#### Task to complete
Search the entries below for the word "fabs" and copy every line where it appears.

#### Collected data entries

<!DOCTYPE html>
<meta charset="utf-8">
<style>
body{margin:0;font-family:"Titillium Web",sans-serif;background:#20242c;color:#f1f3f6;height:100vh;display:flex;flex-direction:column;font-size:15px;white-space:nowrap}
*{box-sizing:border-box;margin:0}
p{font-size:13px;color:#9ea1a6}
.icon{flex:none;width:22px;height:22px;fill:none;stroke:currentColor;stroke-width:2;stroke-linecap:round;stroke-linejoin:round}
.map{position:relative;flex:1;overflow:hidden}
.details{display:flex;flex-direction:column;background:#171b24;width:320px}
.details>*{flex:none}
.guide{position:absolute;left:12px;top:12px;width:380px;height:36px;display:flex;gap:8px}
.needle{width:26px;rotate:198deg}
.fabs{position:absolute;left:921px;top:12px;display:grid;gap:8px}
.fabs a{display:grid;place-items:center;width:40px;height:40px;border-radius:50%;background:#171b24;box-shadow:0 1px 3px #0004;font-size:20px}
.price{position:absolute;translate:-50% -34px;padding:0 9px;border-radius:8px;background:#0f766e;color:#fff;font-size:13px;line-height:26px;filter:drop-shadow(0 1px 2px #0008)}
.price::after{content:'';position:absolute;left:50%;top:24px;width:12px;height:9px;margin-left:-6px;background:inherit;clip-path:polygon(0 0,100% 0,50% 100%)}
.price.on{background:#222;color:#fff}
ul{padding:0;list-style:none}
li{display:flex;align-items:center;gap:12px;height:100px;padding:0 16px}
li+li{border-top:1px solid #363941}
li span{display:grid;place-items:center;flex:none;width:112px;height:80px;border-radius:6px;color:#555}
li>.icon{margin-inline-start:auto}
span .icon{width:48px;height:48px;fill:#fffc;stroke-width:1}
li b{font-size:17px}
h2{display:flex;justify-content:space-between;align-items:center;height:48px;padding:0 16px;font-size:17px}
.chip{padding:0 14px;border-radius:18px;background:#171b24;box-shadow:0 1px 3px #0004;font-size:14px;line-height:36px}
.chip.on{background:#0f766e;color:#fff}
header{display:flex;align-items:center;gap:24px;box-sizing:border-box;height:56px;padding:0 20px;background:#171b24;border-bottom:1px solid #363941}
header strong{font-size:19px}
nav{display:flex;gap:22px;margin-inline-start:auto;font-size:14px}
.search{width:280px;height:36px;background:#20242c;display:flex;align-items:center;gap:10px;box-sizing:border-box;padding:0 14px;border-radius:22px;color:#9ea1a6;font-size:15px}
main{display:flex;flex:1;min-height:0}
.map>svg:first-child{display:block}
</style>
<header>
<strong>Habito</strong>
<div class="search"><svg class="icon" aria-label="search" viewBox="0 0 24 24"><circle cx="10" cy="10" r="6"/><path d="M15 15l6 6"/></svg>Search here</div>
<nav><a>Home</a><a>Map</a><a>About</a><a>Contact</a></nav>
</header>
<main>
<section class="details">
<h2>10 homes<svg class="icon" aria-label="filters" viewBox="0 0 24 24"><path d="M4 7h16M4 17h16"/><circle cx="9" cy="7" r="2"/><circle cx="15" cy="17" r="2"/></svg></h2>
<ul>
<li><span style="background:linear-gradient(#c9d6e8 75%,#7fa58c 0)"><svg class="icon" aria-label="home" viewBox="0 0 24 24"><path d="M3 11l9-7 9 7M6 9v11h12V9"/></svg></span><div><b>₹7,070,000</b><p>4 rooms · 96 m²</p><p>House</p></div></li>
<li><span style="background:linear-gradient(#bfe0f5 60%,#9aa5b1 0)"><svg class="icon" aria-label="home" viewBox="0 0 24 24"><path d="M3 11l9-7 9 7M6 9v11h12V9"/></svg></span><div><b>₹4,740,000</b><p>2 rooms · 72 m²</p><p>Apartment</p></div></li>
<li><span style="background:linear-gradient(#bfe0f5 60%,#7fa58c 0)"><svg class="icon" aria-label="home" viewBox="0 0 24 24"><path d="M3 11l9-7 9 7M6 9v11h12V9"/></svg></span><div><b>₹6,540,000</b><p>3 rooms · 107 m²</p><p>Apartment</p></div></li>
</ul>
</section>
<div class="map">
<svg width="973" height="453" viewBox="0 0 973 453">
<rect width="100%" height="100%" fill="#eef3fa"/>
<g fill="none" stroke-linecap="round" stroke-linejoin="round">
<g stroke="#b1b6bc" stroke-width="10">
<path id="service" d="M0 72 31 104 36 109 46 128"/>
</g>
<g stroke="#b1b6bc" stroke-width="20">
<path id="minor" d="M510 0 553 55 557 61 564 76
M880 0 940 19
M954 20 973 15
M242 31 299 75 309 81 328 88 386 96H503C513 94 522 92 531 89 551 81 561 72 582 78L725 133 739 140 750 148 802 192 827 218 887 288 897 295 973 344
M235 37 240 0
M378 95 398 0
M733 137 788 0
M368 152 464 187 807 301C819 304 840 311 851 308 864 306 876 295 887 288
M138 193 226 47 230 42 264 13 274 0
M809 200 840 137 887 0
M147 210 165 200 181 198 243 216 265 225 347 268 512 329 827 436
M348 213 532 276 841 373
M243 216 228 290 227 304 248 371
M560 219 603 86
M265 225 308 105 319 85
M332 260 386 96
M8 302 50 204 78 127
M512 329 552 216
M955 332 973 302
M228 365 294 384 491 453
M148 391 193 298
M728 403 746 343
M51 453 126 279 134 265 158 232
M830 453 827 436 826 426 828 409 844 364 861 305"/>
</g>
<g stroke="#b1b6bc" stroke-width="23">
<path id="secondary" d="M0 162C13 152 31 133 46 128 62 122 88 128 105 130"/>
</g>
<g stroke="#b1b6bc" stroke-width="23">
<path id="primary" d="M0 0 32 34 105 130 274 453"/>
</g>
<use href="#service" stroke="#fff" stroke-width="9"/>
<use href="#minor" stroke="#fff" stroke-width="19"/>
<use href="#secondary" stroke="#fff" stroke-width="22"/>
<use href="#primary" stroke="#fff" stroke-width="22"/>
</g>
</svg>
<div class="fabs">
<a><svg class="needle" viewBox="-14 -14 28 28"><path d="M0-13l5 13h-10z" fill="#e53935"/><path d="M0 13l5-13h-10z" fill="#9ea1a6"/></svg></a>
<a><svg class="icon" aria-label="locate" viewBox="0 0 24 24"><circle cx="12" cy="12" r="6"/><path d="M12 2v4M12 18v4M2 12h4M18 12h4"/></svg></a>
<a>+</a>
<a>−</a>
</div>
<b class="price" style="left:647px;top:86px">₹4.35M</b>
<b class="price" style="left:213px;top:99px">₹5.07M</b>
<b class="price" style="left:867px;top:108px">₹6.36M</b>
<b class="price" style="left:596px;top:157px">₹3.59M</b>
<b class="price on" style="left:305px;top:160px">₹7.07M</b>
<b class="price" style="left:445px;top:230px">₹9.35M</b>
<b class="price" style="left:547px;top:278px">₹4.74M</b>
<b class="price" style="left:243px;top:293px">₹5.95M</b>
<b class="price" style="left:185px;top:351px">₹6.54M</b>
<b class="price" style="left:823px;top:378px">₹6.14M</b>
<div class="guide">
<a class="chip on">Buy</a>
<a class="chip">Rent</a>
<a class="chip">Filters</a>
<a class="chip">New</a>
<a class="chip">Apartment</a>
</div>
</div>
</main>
--
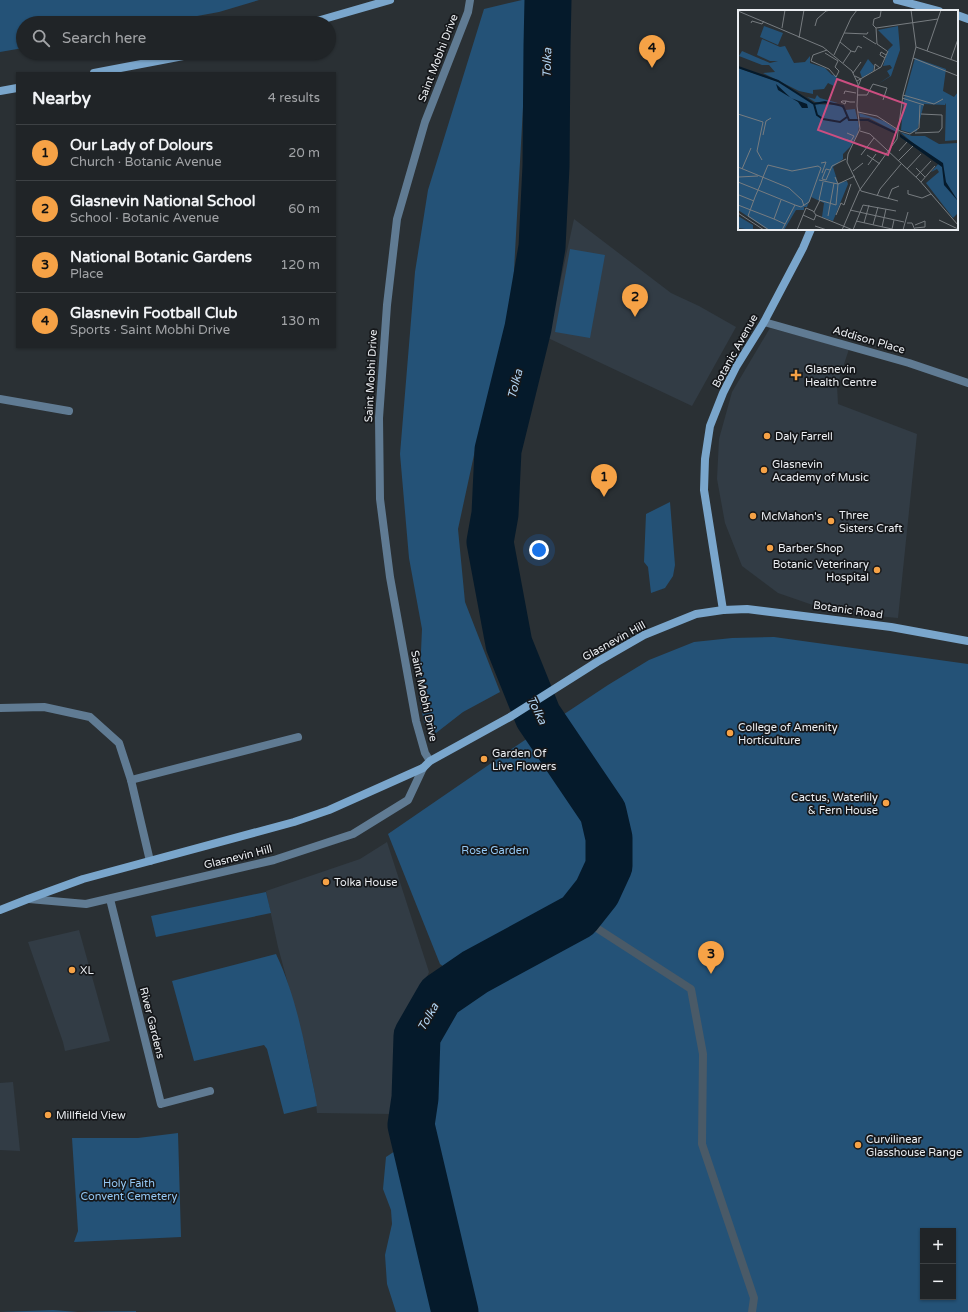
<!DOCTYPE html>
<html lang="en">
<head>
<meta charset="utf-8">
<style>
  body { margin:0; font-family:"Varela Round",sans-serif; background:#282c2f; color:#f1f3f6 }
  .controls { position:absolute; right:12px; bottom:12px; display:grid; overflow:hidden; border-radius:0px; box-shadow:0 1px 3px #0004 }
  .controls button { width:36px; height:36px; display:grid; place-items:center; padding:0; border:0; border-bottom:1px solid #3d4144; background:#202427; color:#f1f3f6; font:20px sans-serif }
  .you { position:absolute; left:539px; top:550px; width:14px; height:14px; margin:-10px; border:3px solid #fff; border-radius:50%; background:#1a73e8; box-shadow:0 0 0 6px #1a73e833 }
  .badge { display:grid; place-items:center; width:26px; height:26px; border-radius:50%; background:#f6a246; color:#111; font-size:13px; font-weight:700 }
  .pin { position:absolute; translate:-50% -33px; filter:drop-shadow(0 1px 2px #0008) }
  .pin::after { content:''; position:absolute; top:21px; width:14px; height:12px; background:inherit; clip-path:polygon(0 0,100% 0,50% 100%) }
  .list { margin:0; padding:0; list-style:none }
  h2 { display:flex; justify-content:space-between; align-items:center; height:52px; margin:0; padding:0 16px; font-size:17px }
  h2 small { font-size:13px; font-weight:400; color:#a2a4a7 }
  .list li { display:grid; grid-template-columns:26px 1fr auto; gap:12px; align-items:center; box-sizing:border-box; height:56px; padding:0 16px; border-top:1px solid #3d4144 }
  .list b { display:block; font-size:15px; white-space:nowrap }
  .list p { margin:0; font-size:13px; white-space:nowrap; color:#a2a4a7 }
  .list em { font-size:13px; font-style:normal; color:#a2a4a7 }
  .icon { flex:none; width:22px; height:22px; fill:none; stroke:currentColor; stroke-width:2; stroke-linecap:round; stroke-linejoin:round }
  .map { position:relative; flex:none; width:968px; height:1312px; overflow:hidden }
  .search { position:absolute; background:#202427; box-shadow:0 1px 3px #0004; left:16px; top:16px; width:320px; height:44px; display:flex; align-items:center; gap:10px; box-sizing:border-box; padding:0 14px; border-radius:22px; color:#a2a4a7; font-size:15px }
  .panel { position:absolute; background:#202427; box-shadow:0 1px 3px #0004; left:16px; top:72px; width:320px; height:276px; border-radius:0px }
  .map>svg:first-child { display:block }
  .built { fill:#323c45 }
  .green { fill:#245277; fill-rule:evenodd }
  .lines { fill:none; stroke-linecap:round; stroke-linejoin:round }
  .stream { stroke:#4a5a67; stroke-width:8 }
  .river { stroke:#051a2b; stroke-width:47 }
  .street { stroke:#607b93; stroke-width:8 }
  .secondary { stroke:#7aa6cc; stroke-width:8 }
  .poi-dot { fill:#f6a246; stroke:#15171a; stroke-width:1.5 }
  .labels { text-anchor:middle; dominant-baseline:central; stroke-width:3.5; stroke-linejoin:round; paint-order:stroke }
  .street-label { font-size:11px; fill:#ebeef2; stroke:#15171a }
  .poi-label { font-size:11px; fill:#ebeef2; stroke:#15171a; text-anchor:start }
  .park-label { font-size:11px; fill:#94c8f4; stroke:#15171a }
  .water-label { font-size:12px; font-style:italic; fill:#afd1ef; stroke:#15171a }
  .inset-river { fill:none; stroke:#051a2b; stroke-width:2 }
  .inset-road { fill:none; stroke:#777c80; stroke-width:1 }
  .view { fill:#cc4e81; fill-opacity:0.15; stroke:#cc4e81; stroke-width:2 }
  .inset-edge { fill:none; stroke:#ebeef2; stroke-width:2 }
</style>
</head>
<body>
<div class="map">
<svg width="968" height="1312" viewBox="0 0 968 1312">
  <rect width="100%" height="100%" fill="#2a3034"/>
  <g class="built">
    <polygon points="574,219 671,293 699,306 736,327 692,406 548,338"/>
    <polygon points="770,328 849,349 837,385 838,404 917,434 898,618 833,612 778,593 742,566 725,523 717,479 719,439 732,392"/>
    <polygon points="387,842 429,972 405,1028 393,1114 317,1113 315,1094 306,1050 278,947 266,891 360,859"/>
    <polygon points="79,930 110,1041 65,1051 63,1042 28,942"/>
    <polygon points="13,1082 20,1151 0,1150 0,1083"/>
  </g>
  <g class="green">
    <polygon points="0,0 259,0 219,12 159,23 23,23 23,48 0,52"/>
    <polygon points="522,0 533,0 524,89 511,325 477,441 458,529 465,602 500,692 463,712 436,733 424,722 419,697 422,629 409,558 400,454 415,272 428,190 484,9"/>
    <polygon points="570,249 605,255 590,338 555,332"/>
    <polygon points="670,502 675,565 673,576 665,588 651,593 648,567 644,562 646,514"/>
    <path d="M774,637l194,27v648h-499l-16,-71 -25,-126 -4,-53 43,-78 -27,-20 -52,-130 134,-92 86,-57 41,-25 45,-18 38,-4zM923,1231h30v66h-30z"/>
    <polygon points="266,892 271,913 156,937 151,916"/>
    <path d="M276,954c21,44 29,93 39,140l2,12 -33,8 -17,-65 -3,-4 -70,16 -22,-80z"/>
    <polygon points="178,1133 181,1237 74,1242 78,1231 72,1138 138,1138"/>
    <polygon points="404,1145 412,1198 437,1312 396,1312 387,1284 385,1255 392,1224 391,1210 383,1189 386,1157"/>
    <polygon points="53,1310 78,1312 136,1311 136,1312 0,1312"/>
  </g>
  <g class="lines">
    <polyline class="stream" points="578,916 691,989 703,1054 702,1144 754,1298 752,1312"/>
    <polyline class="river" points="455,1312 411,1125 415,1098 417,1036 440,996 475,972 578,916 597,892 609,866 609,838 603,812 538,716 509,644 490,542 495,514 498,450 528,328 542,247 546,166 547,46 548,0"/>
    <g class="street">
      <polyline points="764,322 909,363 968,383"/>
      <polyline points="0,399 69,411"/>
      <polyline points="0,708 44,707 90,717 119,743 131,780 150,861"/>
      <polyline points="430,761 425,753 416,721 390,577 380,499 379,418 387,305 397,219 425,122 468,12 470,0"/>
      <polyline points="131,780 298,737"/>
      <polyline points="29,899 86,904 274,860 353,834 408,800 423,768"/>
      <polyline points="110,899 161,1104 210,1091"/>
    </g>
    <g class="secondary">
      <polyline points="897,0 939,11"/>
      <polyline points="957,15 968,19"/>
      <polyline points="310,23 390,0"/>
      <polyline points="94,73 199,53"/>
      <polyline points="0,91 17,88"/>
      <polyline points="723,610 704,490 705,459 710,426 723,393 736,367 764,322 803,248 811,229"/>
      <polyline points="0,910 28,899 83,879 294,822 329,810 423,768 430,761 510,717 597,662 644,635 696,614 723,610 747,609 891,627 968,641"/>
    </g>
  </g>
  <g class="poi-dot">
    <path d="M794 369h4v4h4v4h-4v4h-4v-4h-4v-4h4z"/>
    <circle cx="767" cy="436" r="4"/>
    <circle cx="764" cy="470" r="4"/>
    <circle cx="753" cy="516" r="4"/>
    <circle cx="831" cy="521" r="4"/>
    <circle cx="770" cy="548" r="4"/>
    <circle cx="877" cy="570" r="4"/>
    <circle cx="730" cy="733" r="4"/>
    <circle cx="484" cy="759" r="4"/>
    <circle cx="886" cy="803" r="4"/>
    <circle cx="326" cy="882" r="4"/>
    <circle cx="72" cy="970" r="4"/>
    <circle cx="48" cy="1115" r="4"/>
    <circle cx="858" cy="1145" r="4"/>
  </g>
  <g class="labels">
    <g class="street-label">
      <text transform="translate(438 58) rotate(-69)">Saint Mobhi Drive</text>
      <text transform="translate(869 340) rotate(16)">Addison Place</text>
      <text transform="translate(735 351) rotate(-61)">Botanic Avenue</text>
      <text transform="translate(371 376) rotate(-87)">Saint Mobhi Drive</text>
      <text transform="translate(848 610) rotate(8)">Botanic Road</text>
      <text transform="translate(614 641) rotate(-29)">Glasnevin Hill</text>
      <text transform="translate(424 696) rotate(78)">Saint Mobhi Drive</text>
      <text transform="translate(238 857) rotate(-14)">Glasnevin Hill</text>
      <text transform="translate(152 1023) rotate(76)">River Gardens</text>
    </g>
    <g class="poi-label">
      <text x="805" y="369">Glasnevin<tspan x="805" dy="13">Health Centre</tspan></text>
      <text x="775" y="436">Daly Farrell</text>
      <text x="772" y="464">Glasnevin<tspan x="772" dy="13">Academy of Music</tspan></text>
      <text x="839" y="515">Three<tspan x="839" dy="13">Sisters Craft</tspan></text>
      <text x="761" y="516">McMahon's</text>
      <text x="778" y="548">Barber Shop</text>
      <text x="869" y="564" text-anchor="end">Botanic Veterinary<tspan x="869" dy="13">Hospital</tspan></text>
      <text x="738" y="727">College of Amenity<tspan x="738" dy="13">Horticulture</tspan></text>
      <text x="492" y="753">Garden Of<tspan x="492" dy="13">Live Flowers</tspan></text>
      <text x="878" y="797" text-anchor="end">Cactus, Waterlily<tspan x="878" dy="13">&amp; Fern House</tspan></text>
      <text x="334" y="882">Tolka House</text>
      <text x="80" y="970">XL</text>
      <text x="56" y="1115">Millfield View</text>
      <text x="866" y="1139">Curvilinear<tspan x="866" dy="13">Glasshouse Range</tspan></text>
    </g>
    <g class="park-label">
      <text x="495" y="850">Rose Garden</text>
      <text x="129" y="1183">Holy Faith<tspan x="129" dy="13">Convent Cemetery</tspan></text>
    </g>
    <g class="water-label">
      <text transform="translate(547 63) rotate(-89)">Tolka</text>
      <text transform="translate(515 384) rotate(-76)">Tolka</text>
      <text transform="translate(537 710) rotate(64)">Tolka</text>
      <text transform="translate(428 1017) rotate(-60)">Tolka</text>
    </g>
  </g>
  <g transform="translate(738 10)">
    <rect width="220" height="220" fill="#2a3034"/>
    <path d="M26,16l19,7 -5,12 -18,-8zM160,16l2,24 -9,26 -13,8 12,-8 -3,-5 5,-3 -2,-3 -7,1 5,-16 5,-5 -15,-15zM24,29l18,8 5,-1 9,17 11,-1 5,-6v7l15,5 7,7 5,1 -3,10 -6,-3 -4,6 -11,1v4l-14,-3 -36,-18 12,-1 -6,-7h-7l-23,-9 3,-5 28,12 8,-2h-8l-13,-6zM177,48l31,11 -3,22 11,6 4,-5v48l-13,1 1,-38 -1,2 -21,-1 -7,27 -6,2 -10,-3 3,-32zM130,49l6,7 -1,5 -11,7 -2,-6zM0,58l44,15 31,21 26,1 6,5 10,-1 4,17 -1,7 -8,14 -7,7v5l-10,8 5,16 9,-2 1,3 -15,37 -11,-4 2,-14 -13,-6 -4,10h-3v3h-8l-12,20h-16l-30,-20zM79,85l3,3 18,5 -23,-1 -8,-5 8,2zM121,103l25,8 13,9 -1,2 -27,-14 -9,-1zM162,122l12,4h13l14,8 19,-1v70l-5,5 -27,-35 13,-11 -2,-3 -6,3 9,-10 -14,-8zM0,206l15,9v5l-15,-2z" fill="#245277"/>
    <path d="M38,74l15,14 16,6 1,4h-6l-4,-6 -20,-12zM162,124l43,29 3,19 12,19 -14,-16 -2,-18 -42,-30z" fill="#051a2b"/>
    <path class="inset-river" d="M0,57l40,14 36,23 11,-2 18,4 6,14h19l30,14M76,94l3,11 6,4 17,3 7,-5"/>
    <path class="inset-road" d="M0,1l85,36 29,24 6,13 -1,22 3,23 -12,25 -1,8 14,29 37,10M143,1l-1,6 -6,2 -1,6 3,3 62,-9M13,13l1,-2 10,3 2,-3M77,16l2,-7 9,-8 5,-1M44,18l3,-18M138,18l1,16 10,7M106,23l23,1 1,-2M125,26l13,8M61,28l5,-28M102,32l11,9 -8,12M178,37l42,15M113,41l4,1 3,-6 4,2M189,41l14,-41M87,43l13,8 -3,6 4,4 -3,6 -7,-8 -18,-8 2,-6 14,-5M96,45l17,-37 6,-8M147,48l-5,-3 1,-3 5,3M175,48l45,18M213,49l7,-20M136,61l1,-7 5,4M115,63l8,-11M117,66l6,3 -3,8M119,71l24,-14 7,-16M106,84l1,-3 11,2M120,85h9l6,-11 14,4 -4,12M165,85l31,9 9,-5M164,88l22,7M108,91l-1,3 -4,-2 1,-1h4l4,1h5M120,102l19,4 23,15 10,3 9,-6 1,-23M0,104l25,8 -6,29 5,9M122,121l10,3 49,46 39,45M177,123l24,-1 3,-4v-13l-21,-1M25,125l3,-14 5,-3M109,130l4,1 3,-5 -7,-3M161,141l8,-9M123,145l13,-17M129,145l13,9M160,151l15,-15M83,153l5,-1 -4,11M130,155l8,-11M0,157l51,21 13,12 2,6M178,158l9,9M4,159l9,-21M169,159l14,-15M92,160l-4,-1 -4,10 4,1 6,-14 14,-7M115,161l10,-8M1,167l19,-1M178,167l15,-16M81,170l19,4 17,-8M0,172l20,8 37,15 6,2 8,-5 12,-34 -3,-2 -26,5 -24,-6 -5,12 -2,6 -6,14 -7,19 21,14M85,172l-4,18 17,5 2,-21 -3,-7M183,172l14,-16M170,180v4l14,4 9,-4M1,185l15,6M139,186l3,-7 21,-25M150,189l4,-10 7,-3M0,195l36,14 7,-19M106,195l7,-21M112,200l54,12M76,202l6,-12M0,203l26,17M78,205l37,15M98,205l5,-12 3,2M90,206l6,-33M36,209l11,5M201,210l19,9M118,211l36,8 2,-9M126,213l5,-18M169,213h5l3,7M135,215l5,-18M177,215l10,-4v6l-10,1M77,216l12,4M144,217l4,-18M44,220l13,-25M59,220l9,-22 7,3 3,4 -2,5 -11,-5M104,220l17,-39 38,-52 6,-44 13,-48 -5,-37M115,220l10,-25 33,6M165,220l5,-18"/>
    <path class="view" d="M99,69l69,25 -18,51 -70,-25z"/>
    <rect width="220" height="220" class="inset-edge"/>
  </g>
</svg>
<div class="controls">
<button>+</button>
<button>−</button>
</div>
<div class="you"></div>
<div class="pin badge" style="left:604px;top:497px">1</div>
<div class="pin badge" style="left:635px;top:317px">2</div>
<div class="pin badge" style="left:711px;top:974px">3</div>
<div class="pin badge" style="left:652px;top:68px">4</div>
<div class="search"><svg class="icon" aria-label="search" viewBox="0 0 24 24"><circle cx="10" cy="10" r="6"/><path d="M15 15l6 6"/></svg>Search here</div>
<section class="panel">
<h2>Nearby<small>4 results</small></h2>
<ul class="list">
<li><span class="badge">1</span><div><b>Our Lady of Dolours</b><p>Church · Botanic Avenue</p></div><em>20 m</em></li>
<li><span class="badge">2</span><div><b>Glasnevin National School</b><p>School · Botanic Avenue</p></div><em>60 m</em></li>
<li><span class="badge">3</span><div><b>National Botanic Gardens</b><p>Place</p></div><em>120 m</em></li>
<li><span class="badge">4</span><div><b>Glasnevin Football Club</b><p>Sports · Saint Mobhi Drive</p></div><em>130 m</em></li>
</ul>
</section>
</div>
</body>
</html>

#### Reply to the task
.fabs{position:absolute;left:921px;top:12px;display:grid;gap:8px}
.fabs a{display:grid;place-items:center;width:40px;height:40px;border-radius:50%;background:#171b24;box-shadow:0 1px 3px #0004;font-size:20px}
<div class="fabs">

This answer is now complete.